Writing has not brought me any miracles. Someone told me I would be a famous poet someday. I wanted to reply how much more I want to be loved, but you don’t say that to people. People assume being a writer is being powerful. Writing is the opposite. It is making yourself vulnerable to an audience who will read your work, comment how much it means to them, and then leave you.

Writing about trauma is being abandoned again. Writing is learning to live inside your failure to heal. Writing is naming every hope in your chest and watching them fly away to the skyline. Writing will not give me what I need.

So why do I continue to write? Because language is my first love. Like all great loves, you are hurt more by what it can’t give than what it can.

I want to break up with writing. Go no contact. Stop naming the things that wound me. Nurture the quiet longing of my body. Give nothing to the world but what I want to. Return to my private silence.

I want to go to a lake. I want to take my clothes off and slide into icy water. I want to move out to the edge of deep water, where I can barely feel the bottom. I want to float in that cold and moving expanse of water. I want to be wild in the waters of my ancestors. I want to be a body beneath a sky underneath a flat sheet of moisture. I want to smell the musk of lake water, silt, and possibility.

I want to disappear. I want to be a girl who disappears.

I want to go to a city by an ocean. I want to watch movies in the dark. I want to make French dinners. I want to return to your basement room beside Woodbine station. I want to be touched without hesitation. I want to have adventures and fall in love and take risks and ride a bicycle to the edge of the city.
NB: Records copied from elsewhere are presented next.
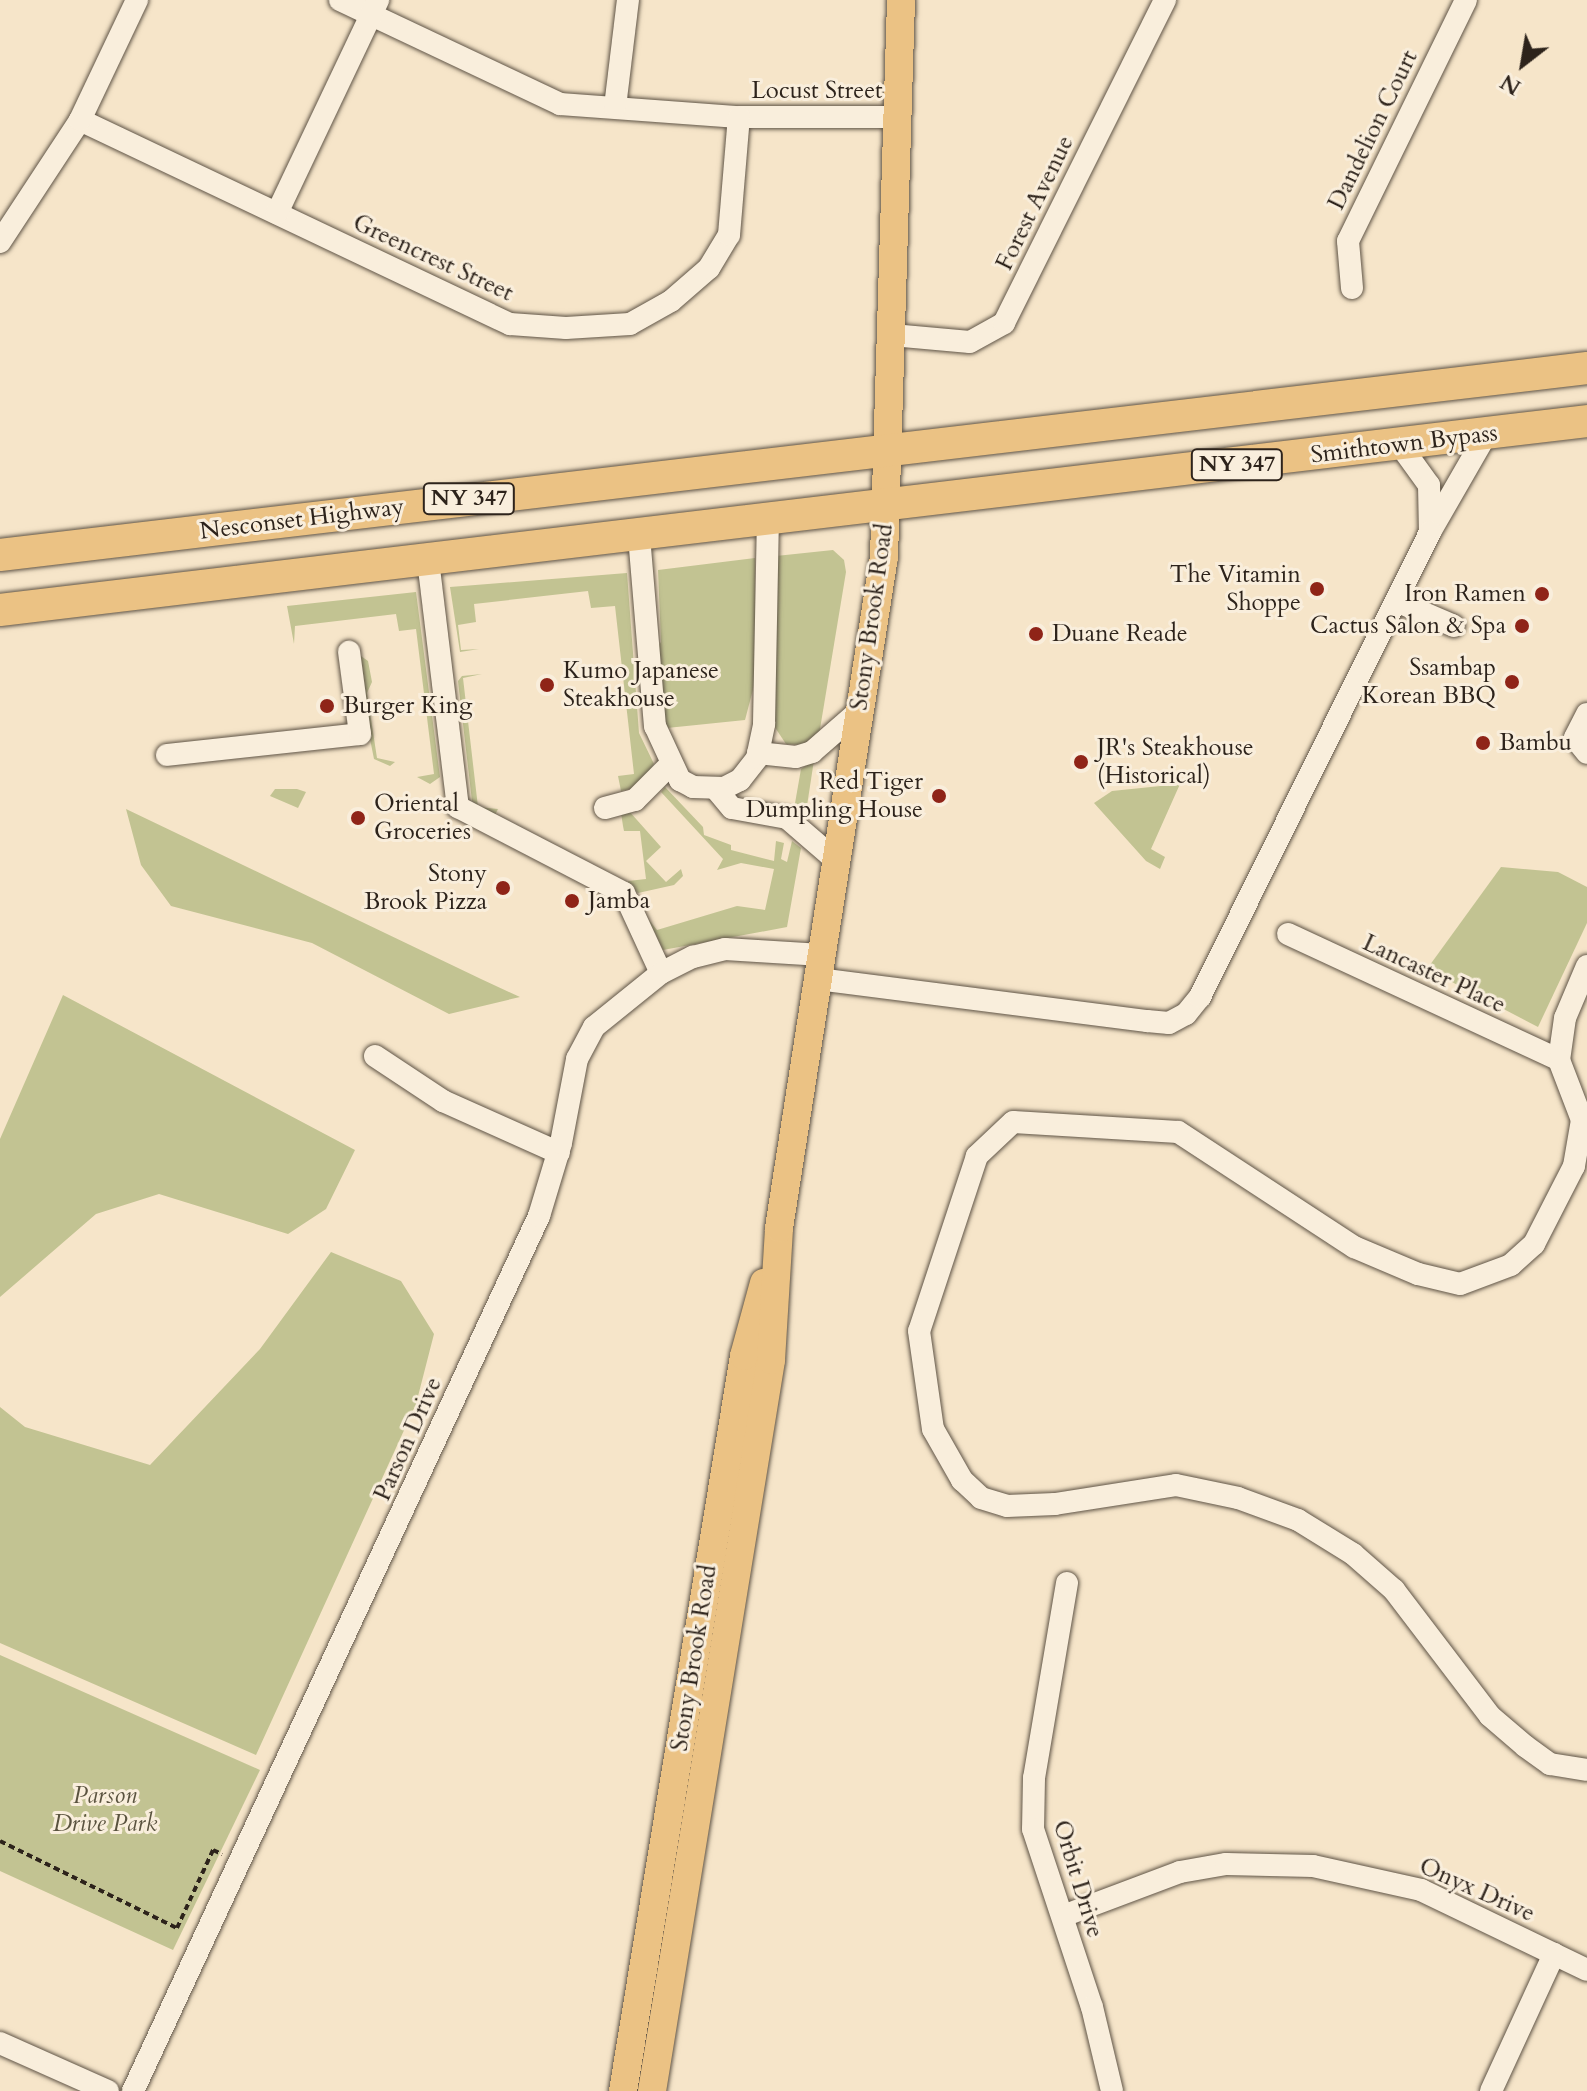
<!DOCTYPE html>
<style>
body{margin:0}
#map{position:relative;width:1587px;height:2091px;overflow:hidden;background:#f6e5c9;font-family:Cardo,serif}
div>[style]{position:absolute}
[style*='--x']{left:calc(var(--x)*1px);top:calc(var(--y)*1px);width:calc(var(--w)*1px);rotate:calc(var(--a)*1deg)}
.green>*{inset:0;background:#c2c392}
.path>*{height:4px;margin-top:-2px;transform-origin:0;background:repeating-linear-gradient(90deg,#2d231b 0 6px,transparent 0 10px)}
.roads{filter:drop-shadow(0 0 2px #5f5446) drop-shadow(0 0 2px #5f5446)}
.minor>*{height:22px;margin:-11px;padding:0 11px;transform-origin:11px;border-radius:11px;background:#f9eedc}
.major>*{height:28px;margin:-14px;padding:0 14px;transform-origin:14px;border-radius:14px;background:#ebc284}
.highway>*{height:32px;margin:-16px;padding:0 16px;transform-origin:16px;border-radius:16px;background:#ebc284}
.dots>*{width:22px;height:22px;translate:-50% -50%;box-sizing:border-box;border:4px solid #f9eedc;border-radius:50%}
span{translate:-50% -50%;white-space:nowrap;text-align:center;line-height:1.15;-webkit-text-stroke:6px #f9eedc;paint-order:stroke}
.shield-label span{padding:2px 6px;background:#f9eedc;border:2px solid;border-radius:6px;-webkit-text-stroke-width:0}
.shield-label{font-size:22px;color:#2d231b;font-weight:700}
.street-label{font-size:24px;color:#2d231b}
.poi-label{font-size:24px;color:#2d231b}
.right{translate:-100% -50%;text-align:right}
.left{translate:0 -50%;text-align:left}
.park-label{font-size:24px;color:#5a533f;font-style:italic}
.north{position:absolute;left:1483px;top:24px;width:80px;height:80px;-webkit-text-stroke:6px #f9eedc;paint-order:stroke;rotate:211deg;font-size:22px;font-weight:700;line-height:32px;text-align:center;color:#2d231b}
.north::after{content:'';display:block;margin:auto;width:28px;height:36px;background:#2d231b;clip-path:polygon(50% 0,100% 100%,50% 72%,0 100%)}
</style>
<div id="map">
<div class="green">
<div style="clip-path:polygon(833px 550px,844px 560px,846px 572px,819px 735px,804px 745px,786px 744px,774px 726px,776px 556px)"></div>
<div style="clip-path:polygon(755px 558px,755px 682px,745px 720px,667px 728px,662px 724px,653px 654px,661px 642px,658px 570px)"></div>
<div style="clip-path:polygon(627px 573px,639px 733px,654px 764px,636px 788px,621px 791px,618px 776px,634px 774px,615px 606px,591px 608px,588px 591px,474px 604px,476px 622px,458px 625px,461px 650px,479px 649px,460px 652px,450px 587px)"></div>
<div style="clip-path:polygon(416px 592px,440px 777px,430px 784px,417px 777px,434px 774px,416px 629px,399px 631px,396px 614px,295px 626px,294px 644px,287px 606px)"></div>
<div style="clip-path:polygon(361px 656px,368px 661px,372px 682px,367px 693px,377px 758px,395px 762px,390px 766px,374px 759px,370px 739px,348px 742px)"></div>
<div style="clip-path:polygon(482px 674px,463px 678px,478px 807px,498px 809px,494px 817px,478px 808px,472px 801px,458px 681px,462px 676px)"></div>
<div style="clip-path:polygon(814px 760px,805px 819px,794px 809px,801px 769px)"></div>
<div style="clip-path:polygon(1180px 784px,1151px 849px,1165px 857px,1160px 869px,1146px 861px,1094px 803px,1112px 791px)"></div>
<div style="clip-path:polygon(665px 787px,703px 827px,704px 835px,731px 845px,731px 850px,774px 861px,776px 841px,784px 843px,781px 859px,787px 862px,792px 841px,801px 848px,787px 927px,663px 950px,649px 920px,657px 930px,737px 906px,765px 910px,774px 869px,741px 863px,717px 870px,723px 859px,661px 792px)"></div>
<div style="clip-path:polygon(275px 789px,297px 789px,306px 792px,298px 808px,270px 796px)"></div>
<div style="clip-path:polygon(126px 809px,481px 979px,520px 997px,449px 1014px,312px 943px,171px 906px,141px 865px)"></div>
<div style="clip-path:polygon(629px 811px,661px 847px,646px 861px,666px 882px,681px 869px,683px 876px,674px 885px,638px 893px,630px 886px,628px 881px,646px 879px,640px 831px,624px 831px,623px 826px,621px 813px)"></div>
<div style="clip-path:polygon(1501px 867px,1558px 872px,1587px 887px,1587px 923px,1538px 1027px,1427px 969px)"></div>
<div style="clip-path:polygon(63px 995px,355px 1150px,326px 1209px,288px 1234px,159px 1194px,96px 1214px,0 1297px,0 1139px)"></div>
<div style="clip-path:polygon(331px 1252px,401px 1281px,434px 1334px,416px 1404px,256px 1755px,0 1643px,0 1407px,25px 1427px,150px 1465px,260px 1349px)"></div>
<div style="clip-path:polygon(0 1655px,260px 1770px,173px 1950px,0 1871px)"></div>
</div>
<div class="path">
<div style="--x:0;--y:1841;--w:197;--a:26.2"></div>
<div style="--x:177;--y:1928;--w:86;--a:-65.2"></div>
<div style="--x:213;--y:1850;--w:10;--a:24"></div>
</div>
<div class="roads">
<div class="minor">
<div style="--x:340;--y:0;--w:243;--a:25.3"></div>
<div style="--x:560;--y:104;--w:179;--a:4.2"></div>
<div style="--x:739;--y:117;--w:156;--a:0"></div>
<div style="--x:615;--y:107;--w:108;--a:-83.1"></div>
<div style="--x:80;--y:120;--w:476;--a:25.4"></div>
<div style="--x:510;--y:324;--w:56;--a:4.1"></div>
<div style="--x:566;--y:328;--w:64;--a:-3.6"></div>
<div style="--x:630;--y:324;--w:47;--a:-29.3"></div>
<div style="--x:671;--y:301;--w:50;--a:-41"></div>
<div style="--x:709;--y:268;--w:39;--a:-59"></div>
<div style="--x:729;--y:235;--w:118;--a:-85.2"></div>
<div style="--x:277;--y:213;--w:236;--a:-64.6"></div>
<div style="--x:0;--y:242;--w:146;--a:-56.7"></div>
<div style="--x:80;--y:120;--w:133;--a:-64.6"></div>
<div style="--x:1352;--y:288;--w:47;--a:-94.9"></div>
<div style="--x:1348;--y:241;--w:268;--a:-63.9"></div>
<div style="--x:892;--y:335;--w:78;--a:5.1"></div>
<div style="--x:970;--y:342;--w:39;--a:-29"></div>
<div style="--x:1004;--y:323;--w:361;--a:-63.5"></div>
<div style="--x:1400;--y:445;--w:49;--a:54.1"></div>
<div style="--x:1429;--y:485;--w:47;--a:88.8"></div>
<div style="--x:1430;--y:532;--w:114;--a:-60.1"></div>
<div style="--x:639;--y:536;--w:191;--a:85.2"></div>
<div style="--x:655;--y:726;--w:60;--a:65.2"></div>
<div style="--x:680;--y:780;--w:15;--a:28"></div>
<div style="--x:693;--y:787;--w:31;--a:2"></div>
<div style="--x:724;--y:788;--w:18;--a:-27"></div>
<div style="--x:740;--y:780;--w:28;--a:-52"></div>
<div style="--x:757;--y:758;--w:35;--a:-78"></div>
<div style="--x:764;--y:724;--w:203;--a:-88.9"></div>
<div style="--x:428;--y:560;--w:249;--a:83.1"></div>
<div style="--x:458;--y:807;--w:187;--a:27.4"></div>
<div style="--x:624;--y:893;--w:88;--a:65.2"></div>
<div style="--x:1396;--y:601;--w:63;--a:23.3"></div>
<div style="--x:1587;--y:714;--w:27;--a:117"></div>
<div style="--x:1575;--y:738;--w:19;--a:51"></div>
<div style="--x:758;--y:753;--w:38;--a:6"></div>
<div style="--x:796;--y:757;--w:17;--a:-17"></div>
<div style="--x:812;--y:752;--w:62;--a:-41.1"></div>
<div style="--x:167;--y:755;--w:194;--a:-6.2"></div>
<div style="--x:360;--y:734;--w:83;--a:-97.6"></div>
<div style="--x:715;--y:788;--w:26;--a:50"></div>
<div style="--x:732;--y:808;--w:56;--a:10.3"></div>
<div style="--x:787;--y:818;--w:66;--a:40.7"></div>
<div style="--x:605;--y:808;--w:31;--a:-15"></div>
<div style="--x:635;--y:800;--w:48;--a:-45"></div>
<div style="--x:1288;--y:934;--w:299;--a:24.9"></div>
<div style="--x:1587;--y:966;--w:56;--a:112.9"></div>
<div style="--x:1565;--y:1018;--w:42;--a:98.1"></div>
<div style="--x:1559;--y:1060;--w:64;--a:69"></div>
<div style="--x:1582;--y:1120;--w:47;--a:99.9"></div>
<div style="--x:1574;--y:1166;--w:88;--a:117.1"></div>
<div style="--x:1534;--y:1244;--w:31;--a:138"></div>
<div style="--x:1511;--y:1265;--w:54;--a:159.6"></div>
<div style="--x:1460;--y:1284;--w:43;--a:-166.6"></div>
<div style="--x:1418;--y:1274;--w:69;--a:-157.1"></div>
<div style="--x:1354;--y:1247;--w:210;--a:-146.8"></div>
<div style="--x:1178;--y:1132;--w:165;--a:-176.5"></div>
<div style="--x:1013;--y:1122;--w:50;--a:136.6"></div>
<div style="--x:977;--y:1156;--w:184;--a:108.3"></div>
<div style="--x:919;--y:1331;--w:99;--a:81.9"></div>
<div style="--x:933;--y:1429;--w:59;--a:60.4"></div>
<div style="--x:962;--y:1480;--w:26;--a:43"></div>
<div style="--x:981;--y:1498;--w:27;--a:17"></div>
<div style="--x:1007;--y:1506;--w:48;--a:-2.4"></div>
<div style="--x:1055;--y:1504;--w:122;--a:-8.9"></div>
<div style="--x:1176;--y:1485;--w:63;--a:11.8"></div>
<div style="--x:1238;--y:1498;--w:64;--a:20.1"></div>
<div style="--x:1298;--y:1520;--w:65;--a:31.7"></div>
<div style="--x:1353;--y:1554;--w:55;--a:41.3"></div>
<div style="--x:1394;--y:1590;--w:158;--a:52.7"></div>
<div style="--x:1490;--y:1716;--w:46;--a:40.6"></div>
<div style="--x:1525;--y:1746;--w:31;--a:36"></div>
<div style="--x:1550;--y:1764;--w:37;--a:9"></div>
<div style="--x:818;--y:979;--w:332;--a:7.3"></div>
<div style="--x:1147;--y:1021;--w:22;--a:5"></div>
<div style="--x:1169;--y:1023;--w:19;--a:-28"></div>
<div style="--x:1186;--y:1014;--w:22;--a:-51"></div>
<div style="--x:1200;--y:997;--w:519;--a:-63.68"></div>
<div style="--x:375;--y:1056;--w:82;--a:33.5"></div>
<div style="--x:443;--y:1101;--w:127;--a:24.1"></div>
<div style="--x:1067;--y:1583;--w:198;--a:99.6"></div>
<div style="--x:1034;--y:1778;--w:51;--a:91.1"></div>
<div style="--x:1033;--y:1829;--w:188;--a:71.7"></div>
<div style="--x:1092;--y:2007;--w:86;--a:76.6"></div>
<div style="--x:1063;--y:1916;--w:125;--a:-20.6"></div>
<div style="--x:1180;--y:1872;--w:47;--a:-9.9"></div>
<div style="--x:1226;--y:1864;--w:87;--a:1.3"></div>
<div style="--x:1313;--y:1866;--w:111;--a:12.5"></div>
<div style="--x:1421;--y:1890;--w:184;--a:25.7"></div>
<div style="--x:0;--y:2043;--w:118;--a:24"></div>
<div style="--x:133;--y:2091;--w:965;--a:-65.11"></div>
<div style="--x:539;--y:1216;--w:76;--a:-73.2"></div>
<div style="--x:561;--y:1143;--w:86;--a:-79.2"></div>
<div style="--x:577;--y:1059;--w:36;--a:-62"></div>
<div style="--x:594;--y:1027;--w:86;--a:-38.9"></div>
<div style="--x:661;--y:973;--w:36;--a:-27"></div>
<div style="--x:693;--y:957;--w:33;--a:-14"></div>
<div style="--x:725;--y:949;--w:97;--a:3.5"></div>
<div style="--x:1491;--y:2091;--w:151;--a:-65.3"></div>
</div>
<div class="major">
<div style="--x:623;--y:2091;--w:745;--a:-80.65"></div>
<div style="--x:744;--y:1356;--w:76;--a:-74.7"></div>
<div style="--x:652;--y:2091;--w:741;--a:-80.75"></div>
<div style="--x:771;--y:1360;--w:132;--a:-86.5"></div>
<div style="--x:779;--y:1228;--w:679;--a:-81.11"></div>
<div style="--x:884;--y:557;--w:557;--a:-88.25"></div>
</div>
<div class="highway">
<div style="--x:0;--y:555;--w:1598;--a:-6.72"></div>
<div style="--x:0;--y:610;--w:1598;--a:-6.79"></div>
</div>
</div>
<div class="dots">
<div style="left:1317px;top:589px;background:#8f2418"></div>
<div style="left:1542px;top:594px;background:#8f2418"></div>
<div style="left:1522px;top:626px;background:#8f2418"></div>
<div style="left:1036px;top:634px;background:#8f2418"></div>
<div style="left:1512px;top:682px;background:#8f2418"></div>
<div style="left:547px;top:685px;background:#8f2418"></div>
<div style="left:327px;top:706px;background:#8f2418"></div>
<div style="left:1483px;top:743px;background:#8f2418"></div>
<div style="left:1081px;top:762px;background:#8f2418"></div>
<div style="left:939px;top:796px;background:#8f2418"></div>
<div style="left:358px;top:818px;background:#8f2418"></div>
<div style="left:503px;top:888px;background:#8f2418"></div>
<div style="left:572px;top:901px;background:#8f2418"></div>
</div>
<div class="shield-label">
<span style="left:1237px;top:465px">NY 347</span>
<span style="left:469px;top:499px">NY 347</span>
</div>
<div class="street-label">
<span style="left:817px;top:91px">Locust Street</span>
<span style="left:1373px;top:130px;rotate:-64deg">Dandelion Court</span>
<span style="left:1035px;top:203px;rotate:-64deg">Forest Avenue</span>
<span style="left:433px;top:258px;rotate:25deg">Greencrest Street</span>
<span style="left:1404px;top:444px;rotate:-7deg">Smithtown Bypass</span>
<span style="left:302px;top:519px;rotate:-7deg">Nesconset Highway</span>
<span style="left:872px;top:617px;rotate:-82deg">Stony Brook Road</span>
<span style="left:1434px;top:974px;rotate:25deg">Lancaster Place</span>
<span style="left:408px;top:1439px;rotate:-66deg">Parson Drive</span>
<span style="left:694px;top:1658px;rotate:-81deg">Stony Brook Road</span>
<span style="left:1078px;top:1879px;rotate:73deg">Orbit Drive</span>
<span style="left:1477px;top:1890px;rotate:24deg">Onyx Drive</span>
</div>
<div class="poi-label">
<span class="right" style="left:1301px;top:589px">The Vitamin<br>Shoppe</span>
<span class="right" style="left:1526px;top:594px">Iron Ramen</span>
<span class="right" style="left:1506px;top:626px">Cactus Salon &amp; Spa</span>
<span class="left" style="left:1052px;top:634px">Duane Reade</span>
<span class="right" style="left:1496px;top:682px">Ssambap<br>Korean BBQ</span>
<span class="left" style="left:563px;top:685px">Kumo Japanese<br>Steakhouse</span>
<span class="left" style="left:343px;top:706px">Burger King</span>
<span class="left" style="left:1499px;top:743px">Bambu</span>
<span class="left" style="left:1097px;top:762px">JR's Steakhouse<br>(Historical)</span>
<span class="right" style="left:923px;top:796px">Red Tiger<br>Dumpling House</span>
<span class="left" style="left:374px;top:818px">Oriental<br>Groceries</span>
<span class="right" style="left:487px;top:888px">Stony<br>Brook Pizza</span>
<span class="left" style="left:588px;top:901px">Jamba</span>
</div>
<div class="park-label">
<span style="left:105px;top:1810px">Parson<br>Drive Park</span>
</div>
<div class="north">N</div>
</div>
I want to be silent. I want to never write or talk again.

I want. I have always wanted. This want is what wounds me. I want to be a different kind of girl. I want a different body, another set of genitals. I want to not want any other body than the one I have. I want my childhood to have never happened. I want to not be a survivor.

I want to pass this want to you in silence.

The happiest moment in my life was riding in a car with my ex-boyfriend and his parents. It was night in late December, just before Christmas. We were in Alberta, driving home from Banff in the quiet dark of his parents’ car. His dad and mom in the front seat, his hand in mine. We did not speak. Just the sounds of the highway, the heater blowing through the vents, and our movement toward his childhood home.

I like this memory. It replays within me. Riding in the front seat of a boy’s car, him driving me home after fucking me, as small and silent as I’ve ever been. A boy holding my hand, turning it over in his hand, squeezing with a gentleness in his eyes, a soft wonder around us. Smoking with my friends in a parking lot, each of us trans and each of us staring at the moon, saying nothing. Every moment silence has given me, when the ones I love have touched me without words. When I am whole, not explaining or answering or making something ugly sound pretty.

I have spent my entire life explaining myself to social workers, lovers, doctors, therapists, and readers. What if language has limits? Silence is the only way to hold the experiences of my life. I will keep writing, but sometimes, I want to be silent.

Silence is the only way a survivor can be loved. You don’t know what I’ve lived through. I can never tell you. I don’t want to tell you, to harm you with how I’ve been harmed. I will not give you what has been given to me.

I imagine another life for myself. In this life, I am a sweetness like honey and whiskey poured over brown sugar cubes. I am soft. I am held in the arms of a boy who smells like tree bark and old books. I move without hesitation. In this life, this life I will never touch, I am wild and free inside a body that knows nothing of surgery. Or rape. Or being beaten. I sing inside the bones I carry.

In this fantasy, I have moments of silence as well. The difference is in what the silence tells you. In this other body, this other girl I will never know, her silence is her love. It does not translate her pain but her wonder.

I dream of this silence like a lake dreams of the sky.